Historical media made for English-speaking audiences almost always have the characters speaking modern English in English or American accents, regardless of time period the story is set in or the culture of the people speaking. Part of the reason for this is the need to make the film more palatable and/or understandable to English speaking audiences; after all, there are plenty of people who think that subtitles distract from the action onscreen. Also, it’s just so much easier to get actors to speak an accent of their own language, rather than another language entirely.



#2: The Skin Color of a Person or Whole Civilization




Hollywood doesn’t have the best track record with racial anything, do they? Historical films and shows often feature characters that are depicted by actors who are not the correct race for the location or the time. Either they’ve cast all white people, in that classic Hollywood whitewashing maneuver, or else they’re arguably too racially diverse, featuring people of color during a time and place when it would’ve been bizarre. In either case, historical revisionism is often the culprit, though ambivalence, ignorance, and political correctness (or a lack thereof) are other common causes.

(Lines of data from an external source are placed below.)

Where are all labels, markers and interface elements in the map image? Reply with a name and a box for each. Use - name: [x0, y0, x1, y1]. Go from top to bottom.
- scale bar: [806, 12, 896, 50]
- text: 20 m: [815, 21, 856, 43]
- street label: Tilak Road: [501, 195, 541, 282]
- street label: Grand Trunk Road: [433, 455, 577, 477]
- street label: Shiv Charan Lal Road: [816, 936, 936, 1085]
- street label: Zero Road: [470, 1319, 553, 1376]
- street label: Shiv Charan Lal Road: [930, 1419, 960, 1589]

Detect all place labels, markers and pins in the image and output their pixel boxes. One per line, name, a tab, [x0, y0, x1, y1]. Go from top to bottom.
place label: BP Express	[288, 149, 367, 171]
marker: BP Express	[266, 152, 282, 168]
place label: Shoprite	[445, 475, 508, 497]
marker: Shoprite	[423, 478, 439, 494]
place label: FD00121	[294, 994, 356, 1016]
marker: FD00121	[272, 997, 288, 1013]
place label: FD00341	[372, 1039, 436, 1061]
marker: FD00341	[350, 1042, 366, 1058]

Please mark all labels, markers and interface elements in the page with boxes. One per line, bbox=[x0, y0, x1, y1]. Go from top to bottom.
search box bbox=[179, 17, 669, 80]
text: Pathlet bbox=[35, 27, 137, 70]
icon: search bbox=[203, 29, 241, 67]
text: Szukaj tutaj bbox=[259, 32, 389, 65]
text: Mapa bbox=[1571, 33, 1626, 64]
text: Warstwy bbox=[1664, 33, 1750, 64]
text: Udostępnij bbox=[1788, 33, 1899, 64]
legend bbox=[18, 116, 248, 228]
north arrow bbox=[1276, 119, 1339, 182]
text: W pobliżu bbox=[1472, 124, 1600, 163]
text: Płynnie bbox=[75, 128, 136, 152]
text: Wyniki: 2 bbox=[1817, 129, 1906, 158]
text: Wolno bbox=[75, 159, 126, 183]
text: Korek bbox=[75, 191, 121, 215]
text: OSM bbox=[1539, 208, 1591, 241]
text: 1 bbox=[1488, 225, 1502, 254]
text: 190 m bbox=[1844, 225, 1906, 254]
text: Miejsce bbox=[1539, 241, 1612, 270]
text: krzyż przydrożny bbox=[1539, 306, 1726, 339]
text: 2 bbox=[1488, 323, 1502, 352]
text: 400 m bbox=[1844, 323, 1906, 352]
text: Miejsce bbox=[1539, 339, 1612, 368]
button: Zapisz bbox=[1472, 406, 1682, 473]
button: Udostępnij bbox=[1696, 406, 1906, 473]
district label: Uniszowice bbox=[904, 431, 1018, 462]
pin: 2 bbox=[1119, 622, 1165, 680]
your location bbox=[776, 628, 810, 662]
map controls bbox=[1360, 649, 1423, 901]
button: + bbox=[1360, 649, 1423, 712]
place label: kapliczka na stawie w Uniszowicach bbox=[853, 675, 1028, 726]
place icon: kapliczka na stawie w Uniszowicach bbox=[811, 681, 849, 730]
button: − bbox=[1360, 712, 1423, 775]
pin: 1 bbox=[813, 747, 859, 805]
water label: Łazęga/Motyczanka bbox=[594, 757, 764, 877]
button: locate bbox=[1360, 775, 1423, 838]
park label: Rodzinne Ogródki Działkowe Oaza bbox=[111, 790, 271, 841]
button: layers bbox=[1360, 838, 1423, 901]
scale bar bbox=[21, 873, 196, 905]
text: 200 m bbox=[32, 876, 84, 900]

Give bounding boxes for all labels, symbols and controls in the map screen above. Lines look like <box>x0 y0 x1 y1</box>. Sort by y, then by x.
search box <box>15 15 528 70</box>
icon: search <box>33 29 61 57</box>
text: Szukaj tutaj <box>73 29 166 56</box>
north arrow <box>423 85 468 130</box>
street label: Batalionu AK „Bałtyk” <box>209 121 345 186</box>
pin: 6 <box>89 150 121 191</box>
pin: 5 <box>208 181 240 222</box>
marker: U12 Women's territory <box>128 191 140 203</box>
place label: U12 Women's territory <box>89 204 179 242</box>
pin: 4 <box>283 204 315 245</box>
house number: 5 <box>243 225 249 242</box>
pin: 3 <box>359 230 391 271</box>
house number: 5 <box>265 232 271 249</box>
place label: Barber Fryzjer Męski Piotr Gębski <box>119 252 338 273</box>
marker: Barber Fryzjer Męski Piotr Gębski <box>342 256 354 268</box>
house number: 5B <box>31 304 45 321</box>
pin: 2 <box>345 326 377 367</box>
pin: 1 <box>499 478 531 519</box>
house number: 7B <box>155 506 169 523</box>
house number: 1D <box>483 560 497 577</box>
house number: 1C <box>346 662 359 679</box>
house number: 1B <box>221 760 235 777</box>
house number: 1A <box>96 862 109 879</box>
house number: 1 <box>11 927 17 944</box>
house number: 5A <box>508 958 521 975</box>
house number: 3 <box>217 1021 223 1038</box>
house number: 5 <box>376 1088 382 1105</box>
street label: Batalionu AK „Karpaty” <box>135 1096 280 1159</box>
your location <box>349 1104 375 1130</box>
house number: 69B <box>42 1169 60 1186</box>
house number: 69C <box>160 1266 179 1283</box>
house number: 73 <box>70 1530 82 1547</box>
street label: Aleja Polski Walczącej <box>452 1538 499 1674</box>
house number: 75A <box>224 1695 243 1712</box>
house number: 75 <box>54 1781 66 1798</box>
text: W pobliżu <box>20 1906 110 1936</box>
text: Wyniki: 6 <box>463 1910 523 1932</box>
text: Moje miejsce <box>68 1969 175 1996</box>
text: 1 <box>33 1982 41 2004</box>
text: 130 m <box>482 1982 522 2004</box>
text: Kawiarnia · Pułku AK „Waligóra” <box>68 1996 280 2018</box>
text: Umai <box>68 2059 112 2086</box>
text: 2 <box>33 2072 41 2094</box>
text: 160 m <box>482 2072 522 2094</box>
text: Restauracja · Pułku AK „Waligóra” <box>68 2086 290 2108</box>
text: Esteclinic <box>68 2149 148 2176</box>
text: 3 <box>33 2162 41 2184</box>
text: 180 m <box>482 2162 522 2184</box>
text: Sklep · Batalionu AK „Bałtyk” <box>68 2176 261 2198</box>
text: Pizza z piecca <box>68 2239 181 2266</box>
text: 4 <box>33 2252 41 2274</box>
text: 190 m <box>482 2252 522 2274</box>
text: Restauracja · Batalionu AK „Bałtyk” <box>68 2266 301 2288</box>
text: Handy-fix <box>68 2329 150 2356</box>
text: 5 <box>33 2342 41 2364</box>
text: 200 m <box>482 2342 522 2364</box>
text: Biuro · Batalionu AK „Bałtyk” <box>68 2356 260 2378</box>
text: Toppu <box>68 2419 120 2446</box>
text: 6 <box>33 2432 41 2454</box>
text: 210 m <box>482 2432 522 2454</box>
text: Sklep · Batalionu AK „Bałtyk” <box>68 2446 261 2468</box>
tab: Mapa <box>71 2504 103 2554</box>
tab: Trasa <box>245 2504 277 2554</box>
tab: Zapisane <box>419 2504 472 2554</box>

Before we get to our top pick, here are a few honorable mentions:



Inaccurate Gender Roles



Made-Up Happy Endings



#1: Which Person Accomplished What




What’s the point of making your mark on history, if they’re just going to get it wrong later on? Hollywood will often give credit to people, groups, or countries that didn’t do whatever it is they said they did. In other cases, a person’s accomplishments are multiplied or exaggerated. Though this is sometimes a case of myth or rumor becoming more well-known than the facts, in most cases, it’s used to glorify the subject of the story, whether it be a person or a country, to make them appear more impressive or heroic.